If we append to an existing file using a root with a name already in the file, emdfile will perform a diffmerge-like operation, i.e. it will compare the two trees, determine which nodes in the incoming tree are new and which already exist, and write the new nodes to the file. Already existing nodes will be skipped if mode='a', and overwritten if mode='ao'. Note that comparison happens at the level of node names: the contents of the nodes are not evaluated the the save function.

For example, if we make a tree and save it

>>> root = emd.Root( 'my_root' )
>>> ar1 = emd.Array(np.ones((5,5)),'array1')
>>> root.tree(ar1)
>>> emd.save(path, root)

then add more data later

>>> ar2 = emd.Array(np.zeros((3,3,3)),'array2')
>>> ar1.tree(ar2)

then we can grow the tree saved to the filesystem at path with

>>> emd.save(path, root, mode='a')

After the first write operation, the file tree will look like

my_root
  |---ar1

and after the second operation it will be

my_root
  |---ar1
        |---ar2

What if the data in ar1 is changed some time after its been written to file? E.g.

>>> ar1.data += np.random.rand((5,5))

In this case, this change will not be reflected in the file if we perform a normal append operation like

>>> emd.save(path, root, mode='a')

but will be reflected in the file if we perform an “append-over” operation, e.g.

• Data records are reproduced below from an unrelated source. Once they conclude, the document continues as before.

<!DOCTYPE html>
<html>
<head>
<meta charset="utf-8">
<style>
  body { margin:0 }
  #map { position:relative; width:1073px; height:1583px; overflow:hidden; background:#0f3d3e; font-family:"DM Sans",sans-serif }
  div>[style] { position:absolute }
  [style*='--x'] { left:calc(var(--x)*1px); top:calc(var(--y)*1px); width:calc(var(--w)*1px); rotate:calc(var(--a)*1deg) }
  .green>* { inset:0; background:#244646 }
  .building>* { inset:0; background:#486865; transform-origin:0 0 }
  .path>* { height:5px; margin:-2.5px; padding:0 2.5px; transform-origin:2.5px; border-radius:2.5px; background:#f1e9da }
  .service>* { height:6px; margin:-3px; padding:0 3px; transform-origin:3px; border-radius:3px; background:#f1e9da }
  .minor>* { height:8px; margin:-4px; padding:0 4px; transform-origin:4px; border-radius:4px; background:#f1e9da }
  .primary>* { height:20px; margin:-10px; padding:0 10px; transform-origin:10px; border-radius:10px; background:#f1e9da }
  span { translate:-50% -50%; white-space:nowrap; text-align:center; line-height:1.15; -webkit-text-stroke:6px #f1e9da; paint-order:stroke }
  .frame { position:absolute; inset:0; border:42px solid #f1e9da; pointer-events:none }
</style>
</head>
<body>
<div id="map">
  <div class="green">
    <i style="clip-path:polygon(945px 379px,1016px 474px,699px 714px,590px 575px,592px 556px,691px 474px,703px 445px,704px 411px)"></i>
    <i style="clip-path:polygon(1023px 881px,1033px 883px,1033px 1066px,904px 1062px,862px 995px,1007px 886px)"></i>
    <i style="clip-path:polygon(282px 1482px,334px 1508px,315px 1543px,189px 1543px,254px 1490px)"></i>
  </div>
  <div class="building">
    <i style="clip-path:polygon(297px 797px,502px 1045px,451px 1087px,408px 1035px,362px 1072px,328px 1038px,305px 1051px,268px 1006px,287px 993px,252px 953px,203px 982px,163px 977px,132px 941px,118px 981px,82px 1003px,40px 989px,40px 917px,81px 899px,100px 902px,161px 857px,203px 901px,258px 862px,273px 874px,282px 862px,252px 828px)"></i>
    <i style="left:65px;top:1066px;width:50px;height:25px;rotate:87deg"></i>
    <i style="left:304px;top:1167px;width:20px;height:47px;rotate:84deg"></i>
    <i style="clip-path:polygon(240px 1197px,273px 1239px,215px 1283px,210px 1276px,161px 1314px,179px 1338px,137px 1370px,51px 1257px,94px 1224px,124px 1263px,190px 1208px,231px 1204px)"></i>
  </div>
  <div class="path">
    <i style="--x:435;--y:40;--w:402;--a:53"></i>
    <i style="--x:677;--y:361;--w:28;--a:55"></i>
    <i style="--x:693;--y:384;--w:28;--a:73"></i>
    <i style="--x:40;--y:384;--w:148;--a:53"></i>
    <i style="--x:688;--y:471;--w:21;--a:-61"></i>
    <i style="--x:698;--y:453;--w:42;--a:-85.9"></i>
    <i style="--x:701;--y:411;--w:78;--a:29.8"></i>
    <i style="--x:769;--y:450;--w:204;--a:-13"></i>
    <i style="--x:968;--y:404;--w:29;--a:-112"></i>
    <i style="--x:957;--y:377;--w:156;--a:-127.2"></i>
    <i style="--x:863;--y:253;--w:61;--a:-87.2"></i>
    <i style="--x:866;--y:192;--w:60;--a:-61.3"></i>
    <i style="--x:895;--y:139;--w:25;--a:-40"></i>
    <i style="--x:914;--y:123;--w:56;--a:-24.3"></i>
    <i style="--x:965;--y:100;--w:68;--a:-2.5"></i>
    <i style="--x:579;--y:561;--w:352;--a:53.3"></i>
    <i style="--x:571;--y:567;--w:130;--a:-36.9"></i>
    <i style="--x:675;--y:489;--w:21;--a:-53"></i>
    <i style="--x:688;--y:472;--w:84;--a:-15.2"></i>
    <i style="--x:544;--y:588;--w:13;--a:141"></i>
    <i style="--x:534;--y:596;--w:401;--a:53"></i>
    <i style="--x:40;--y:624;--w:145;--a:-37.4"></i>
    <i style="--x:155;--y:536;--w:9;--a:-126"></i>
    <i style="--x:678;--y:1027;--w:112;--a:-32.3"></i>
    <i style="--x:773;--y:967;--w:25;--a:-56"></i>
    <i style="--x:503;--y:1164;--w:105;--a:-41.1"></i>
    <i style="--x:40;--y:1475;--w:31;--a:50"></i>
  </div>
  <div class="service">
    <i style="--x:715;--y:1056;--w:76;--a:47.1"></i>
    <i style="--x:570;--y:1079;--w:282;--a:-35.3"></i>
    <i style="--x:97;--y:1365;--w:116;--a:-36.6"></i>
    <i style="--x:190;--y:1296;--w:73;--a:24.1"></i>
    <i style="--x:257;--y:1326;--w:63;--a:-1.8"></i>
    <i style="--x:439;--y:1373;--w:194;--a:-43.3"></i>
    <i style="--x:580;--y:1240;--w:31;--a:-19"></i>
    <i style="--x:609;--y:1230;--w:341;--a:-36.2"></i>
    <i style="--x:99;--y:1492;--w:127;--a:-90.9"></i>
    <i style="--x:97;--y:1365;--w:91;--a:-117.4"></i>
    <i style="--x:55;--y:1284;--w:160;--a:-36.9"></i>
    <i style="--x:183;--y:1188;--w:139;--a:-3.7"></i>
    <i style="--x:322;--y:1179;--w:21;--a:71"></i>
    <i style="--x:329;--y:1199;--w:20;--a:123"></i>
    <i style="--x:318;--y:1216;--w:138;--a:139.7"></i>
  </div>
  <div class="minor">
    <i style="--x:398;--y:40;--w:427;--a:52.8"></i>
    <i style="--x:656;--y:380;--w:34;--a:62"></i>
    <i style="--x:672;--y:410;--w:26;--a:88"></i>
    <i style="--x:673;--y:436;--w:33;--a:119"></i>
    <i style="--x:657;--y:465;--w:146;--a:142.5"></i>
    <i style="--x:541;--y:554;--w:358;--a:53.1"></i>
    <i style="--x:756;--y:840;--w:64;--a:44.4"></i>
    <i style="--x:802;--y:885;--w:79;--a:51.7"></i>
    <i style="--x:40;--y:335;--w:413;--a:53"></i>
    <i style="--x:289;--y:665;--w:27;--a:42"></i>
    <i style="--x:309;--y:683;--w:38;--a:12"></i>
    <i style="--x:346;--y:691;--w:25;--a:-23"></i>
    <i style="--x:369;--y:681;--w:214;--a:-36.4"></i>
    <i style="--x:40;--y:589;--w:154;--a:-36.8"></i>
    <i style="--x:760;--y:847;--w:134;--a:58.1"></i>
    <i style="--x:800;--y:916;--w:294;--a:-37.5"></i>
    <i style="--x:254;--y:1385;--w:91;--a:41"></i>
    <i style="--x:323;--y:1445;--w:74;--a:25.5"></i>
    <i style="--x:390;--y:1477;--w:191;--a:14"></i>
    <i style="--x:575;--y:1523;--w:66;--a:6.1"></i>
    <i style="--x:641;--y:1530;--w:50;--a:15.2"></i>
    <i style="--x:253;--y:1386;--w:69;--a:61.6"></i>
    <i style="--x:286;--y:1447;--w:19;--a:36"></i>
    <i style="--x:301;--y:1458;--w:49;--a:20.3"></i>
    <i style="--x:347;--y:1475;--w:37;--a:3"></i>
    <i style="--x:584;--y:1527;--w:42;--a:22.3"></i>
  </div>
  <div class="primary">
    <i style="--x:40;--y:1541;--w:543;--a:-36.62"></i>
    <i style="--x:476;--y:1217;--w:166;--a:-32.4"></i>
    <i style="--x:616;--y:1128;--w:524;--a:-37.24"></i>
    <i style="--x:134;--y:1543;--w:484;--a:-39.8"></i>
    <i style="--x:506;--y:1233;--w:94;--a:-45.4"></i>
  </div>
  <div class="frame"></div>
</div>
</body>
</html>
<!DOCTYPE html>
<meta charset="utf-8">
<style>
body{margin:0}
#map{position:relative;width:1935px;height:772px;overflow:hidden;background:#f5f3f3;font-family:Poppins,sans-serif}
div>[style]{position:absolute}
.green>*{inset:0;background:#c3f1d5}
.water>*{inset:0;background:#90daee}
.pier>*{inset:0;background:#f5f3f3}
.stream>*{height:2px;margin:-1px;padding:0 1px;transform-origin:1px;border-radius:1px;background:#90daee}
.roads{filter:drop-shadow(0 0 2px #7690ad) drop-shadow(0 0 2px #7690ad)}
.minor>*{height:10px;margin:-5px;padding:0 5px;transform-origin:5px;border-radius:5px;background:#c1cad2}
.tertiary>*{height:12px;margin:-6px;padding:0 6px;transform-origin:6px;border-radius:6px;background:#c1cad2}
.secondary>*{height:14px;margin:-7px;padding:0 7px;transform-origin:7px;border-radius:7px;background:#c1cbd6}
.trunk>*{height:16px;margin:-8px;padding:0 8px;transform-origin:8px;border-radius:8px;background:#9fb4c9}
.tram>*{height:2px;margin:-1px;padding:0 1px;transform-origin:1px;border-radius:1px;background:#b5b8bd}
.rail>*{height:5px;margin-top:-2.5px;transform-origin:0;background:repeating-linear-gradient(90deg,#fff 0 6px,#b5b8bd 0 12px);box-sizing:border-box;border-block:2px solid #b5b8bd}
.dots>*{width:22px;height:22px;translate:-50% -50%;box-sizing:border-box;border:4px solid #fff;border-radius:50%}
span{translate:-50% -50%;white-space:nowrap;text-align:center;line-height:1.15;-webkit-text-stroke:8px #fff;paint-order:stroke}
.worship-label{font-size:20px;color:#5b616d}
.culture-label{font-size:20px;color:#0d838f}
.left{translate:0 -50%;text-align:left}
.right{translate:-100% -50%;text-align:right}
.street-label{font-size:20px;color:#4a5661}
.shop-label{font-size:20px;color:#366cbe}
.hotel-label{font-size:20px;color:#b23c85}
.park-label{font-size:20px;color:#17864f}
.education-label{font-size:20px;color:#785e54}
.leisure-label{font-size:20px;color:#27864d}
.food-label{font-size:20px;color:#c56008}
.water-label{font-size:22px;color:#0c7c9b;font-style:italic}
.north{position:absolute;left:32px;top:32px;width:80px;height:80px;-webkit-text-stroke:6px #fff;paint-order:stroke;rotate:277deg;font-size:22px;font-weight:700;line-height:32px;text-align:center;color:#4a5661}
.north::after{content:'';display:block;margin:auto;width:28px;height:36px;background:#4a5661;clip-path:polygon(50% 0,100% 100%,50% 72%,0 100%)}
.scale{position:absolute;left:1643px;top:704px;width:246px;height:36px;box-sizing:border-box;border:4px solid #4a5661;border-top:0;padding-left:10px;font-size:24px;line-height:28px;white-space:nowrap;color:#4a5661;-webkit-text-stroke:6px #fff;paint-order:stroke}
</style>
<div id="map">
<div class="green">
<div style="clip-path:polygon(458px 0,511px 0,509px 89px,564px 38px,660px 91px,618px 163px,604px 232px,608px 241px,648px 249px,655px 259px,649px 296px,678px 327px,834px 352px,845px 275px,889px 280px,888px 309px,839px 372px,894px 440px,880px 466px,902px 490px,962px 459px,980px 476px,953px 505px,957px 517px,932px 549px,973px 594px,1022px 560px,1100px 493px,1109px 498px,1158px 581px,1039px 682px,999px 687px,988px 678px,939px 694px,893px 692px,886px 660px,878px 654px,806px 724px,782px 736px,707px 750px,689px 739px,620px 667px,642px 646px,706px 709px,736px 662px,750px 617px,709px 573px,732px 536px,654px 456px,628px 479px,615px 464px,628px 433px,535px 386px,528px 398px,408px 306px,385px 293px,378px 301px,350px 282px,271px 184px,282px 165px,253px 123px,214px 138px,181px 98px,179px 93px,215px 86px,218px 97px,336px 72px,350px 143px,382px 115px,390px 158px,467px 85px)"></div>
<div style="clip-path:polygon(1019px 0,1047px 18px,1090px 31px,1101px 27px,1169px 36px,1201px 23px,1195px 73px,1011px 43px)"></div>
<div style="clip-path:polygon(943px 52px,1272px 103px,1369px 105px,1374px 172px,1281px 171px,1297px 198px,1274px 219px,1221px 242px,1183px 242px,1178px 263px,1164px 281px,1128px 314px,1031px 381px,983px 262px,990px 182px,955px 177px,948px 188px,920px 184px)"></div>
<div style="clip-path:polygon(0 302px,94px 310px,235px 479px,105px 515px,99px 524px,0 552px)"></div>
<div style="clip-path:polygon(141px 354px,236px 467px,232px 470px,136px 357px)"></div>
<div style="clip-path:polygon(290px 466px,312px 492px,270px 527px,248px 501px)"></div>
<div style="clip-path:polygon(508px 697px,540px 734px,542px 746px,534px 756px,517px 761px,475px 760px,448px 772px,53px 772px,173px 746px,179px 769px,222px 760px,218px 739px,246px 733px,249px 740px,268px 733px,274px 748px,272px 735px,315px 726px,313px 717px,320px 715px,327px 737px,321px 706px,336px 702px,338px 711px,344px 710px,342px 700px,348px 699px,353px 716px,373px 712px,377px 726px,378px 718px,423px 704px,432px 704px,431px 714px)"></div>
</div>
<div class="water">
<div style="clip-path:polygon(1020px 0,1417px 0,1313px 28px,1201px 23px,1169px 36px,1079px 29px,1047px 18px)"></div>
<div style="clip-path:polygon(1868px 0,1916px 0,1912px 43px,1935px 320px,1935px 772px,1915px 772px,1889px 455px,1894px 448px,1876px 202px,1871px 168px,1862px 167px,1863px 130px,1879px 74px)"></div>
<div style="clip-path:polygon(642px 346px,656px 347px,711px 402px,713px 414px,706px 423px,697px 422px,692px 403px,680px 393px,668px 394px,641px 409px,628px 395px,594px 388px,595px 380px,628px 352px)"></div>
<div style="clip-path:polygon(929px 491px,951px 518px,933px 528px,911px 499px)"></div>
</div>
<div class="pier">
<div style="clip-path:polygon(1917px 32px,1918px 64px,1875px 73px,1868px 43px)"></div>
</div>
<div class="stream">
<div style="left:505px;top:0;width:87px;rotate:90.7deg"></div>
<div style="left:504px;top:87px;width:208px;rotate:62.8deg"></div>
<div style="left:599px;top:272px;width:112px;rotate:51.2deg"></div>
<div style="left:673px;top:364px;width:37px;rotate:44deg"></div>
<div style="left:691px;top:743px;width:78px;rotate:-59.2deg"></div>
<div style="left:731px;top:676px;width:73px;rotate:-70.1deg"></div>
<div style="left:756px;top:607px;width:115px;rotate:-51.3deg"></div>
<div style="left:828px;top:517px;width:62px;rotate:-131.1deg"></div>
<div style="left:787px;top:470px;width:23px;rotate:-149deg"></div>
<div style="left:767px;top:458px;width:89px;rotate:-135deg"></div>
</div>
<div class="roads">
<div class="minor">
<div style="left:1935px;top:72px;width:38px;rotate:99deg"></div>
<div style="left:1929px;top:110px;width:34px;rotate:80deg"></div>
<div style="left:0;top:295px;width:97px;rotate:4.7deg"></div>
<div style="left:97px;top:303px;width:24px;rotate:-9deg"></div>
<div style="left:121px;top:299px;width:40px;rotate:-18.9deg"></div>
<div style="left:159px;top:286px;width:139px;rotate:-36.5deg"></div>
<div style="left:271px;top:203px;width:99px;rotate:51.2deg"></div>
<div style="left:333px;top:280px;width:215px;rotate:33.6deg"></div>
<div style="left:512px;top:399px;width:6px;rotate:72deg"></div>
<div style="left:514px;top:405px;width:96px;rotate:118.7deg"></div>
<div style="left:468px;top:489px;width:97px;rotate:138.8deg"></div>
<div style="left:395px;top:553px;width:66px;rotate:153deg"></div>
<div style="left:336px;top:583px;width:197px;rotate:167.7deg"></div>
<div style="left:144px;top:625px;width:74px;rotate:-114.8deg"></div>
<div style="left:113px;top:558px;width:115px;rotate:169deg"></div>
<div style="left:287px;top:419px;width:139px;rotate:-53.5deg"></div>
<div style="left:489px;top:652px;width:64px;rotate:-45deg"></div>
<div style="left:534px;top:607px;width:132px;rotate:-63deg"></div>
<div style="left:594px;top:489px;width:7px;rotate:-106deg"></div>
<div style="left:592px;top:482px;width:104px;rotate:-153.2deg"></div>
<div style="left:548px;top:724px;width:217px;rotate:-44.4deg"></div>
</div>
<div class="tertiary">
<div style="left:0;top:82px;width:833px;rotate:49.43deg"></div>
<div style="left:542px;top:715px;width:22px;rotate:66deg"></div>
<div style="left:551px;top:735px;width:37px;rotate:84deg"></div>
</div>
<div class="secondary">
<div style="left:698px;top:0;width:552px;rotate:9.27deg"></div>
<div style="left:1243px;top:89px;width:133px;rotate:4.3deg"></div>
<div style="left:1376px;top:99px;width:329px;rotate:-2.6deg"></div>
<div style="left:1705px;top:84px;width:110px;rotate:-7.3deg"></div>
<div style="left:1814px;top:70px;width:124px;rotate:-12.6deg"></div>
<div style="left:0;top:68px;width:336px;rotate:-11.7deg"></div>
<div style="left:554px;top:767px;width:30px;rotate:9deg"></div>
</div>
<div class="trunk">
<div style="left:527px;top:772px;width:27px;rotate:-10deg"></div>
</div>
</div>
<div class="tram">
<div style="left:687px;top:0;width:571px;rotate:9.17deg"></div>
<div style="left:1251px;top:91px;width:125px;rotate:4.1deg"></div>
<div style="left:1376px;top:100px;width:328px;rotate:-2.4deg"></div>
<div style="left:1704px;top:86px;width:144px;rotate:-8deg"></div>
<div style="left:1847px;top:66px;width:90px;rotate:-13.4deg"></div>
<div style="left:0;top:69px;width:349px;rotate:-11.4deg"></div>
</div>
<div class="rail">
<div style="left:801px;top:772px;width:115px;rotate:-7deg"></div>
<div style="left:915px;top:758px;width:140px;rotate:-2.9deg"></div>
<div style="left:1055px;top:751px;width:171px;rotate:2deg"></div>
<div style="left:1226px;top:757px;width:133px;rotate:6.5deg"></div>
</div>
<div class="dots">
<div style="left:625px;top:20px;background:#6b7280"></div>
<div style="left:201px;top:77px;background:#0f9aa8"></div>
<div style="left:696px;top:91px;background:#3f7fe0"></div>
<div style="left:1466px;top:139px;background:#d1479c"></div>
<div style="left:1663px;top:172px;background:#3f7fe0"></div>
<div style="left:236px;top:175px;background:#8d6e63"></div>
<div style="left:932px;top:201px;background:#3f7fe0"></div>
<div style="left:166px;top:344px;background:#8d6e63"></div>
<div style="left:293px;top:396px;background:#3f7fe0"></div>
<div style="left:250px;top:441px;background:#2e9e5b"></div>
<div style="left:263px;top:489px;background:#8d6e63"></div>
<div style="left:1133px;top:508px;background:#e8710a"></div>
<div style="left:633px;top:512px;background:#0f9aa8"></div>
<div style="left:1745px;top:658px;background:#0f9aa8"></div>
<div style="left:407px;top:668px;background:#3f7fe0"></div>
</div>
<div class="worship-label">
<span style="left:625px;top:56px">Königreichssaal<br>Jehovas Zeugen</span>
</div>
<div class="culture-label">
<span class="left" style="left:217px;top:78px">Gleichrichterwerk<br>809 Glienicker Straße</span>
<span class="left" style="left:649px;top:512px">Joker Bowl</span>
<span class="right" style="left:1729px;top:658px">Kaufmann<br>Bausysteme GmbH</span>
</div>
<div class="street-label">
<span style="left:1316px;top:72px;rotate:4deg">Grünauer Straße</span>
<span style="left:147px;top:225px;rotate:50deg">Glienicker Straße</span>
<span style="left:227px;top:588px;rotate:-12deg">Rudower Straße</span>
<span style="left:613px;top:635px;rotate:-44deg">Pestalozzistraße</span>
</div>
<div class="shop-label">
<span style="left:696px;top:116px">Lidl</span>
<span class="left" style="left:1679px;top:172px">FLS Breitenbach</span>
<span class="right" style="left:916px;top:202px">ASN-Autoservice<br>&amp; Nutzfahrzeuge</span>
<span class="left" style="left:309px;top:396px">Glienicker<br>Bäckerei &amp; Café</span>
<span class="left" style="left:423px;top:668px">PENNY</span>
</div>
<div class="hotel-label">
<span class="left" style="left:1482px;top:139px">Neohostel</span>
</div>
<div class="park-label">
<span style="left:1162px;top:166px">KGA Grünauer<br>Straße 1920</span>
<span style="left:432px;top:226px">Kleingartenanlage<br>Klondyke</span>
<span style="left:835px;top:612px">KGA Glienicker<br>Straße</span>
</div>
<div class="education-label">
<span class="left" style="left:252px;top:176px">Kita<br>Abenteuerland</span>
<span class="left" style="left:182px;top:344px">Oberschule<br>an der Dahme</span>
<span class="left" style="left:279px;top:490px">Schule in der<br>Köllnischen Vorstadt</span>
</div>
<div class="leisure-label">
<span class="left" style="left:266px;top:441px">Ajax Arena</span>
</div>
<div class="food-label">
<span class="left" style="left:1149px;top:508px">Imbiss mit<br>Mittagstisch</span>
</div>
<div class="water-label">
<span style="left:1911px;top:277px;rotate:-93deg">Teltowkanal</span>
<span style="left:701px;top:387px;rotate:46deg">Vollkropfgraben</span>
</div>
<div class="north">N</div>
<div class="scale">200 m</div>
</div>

>>> emd.save(path, root, mode='ao')

Note, however, that this append-over will overwrite every node appearing in both the runtime and filesystem trees (in this case, just 'ar1' and 'ar2'). Moreover, the system storage that’s been overwritten is not freed by this operation, so overwriting large data blocks is not recommended, unless followed up by re-packing the files, e.g. by subsequently copying then deleting the original file.

More targetted save operations - e.g. adding or overwriting a single node, or appending a specific tree branch downstream of a selected node - are also possible. See the save docs for more info.

Defining Classes

emdfile is designed for downstream integration, that is, you can build your own Python scripts, modules, and packages which import emdfile and use it to handle reading and writing operations. For more info, see the subclassing guidelines.